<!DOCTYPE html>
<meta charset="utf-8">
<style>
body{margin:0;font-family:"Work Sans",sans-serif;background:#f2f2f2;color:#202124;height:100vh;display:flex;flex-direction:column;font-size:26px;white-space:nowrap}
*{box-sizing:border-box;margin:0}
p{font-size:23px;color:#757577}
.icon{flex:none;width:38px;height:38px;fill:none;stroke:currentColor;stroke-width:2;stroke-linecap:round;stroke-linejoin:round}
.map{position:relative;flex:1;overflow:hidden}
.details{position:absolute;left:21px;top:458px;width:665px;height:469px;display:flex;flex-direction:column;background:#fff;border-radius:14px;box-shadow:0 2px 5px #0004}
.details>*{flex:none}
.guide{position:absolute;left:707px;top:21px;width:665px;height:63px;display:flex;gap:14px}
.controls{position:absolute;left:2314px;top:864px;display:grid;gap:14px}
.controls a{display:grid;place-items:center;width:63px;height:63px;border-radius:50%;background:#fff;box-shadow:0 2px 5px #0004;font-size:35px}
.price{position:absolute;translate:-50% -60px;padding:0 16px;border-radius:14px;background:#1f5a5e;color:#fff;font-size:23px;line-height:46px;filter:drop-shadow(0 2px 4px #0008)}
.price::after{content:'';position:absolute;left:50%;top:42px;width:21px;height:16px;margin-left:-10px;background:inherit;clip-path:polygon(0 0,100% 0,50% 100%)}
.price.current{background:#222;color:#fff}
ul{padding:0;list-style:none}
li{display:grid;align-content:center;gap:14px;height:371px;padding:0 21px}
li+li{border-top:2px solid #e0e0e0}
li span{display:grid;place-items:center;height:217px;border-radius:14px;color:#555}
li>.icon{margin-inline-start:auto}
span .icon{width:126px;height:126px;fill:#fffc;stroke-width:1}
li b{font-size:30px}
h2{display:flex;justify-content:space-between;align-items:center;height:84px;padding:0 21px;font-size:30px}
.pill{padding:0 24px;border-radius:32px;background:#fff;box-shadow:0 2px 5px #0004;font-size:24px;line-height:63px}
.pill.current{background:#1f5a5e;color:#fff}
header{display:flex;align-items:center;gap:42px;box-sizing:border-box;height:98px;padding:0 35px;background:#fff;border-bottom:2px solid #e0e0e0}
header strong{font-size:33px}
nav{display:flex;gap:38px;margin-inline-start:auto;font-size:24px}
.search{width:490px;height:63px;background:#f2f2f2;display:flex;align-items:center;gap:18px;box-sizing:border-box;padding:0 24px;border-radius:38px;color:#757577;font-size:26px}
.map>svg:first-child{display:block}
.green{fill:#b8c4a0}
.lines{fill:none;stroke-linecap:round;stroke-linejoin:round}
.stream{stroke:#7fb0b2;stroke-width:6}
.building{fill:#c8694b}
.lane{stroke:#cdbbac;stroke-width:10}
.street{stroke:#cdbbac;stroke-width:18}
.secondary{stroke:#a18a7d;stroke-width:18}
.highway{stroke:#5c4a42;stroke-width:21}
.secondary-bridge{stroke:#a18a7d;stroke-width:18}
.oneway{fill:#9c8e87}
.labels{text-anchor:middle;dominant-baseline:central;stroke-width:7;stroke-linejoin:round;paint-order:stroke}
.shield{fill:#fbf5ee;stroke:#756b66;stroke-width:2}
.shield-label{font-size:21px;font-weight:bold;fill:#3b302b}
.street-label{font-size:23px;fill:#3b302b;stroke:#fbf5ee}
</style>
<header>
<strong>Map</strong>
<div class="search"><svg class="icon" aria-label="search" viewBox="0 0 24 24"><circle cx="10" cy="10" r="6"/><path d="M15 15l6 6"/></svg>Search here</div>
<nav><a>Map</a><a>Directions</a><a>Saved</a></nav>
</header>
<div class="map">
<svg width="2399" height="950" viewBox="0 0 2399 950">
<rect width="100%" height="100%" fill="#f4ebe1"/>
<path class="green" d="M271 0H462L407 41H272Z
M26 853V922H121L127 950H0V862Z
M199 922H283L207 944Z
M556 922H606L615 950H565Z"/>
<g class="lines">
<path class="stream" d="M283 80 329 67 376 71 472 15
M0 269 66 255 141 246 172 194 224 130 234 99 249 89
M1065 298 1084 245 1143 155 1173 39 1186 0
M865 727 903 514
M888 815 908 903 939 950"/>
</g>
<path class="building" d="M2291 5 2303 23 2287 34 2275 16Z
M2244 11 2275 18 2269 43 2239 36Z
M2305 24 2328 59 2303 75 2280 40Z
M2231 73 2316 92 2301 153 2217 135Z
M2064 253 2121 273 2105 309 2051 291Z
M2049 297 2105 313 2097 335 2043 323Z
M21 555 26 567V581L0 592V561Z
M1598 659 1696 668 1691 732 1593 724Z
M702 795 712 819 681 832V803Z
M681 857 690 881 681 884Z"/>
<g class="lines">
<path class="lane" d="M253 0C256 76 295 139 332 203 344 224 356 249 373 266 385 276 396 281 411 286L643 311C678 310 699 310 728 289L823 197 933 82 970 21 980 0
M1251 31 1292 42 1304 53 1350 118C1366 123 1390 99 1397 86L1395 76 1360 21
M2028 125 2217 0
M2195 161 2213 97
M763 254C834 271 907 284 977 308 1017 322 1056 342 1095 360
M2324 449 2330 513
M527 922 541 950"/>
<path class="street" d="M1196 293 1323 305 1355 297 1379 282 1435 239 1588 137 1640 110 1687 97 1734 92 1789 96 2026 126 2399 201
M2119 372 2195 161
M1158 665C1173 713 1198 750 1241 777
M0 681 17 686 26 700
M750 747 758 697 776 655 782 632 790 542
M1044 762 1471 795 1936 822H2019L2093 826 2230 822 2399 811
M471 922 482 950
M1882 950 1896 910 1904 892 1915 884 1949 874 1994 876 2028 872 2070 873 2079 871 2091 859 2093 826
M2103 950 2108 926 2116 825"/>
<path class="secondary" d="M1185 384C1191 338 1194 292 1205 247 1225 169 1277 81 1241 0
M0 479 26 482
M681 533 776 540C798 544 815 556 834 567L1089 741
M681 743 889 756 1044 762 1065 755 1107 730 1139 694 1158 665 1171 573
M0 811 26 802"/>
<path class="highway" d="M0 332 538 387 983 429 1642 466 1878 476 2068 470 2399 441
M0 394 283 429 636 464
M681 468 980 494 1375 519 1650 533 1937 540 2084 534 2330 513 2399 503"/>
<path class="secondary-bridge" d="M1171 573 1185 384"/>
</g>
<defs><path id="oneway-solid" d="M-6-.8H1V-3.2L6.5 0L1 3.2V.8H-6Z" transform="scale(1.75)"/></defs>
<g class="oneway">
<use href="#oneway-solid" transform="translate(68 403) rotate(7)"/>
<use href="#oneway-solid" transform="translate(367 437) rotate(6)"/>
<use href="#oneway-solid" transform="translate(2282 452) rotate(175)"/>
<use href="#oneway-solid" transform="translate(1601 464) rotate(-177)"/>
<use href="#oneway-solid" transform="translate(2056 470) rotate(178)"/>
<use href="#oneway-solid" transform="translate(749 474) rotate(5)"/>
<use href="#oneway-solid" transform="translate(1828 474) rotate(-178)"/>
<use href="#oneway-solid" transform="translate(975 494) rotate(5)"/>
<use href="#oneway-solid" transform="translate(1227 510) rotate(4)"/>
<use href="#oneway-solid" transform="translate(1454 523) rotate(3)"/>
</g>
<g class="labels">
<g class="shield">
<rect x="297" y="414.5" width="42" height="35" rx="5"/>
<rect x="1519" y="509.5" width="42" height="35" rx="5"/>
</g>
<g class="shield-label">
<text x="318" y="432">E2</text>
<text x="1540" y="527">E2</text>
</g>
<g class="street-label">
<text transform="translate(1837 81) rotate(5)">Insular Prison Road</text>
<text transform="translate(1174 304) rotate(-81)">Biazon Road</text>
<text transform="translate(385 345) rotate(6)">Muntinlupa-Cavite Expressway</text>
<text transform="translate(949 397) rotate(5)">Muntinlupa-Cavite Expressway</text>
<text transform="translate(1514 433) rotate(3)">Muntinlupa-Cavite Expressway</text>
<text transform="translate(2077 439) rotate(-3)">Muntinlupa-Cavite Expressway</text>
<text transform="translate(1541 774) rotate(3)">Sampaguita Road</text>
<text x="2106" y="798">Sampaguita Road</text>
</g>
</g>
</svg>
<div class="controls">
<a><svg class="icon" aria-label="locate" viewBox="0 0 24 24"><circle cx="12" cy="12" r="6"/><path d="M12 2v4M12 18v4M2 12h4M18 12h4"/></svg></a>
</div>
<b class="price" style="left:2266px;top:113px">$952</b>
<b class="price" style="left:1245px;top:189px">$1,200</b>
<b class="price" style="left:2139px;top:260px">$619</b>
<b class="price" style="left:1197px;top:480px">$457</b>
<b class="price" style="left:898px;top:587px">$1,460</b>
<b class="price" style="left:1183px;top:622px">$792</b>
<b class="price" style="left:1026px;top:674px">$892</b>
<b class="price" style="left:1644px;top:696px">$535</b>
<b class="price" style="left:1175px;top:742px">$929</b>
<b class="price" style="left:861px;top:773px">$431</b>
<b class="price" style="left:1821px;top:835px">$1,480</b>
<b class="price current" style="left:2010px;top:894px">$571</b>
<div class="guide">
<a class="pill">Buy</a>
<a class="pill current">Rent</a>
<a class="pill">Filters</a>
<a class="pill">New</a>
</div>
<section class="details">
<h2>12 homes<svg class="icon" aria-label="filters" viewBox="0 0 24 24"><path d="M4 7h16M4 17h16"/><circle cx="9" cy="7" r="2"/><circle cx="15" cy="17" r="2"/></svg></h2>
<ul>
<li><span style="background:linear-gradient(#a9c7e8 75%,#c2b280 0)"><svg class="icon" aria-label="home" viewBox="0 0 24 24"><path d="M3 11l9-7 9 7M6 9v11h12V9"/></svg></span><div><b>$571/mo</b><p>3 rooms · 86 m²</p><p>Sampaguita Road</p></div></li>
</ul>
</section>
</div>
#####
_Task item_
Looking over the records, find each line with the word "guide" and copy it.

_Worked solution_
.guide{position:absolute;left:707px;top:21px;width:665px;height:63px;display:flex;gap:14px}
<div class="guide">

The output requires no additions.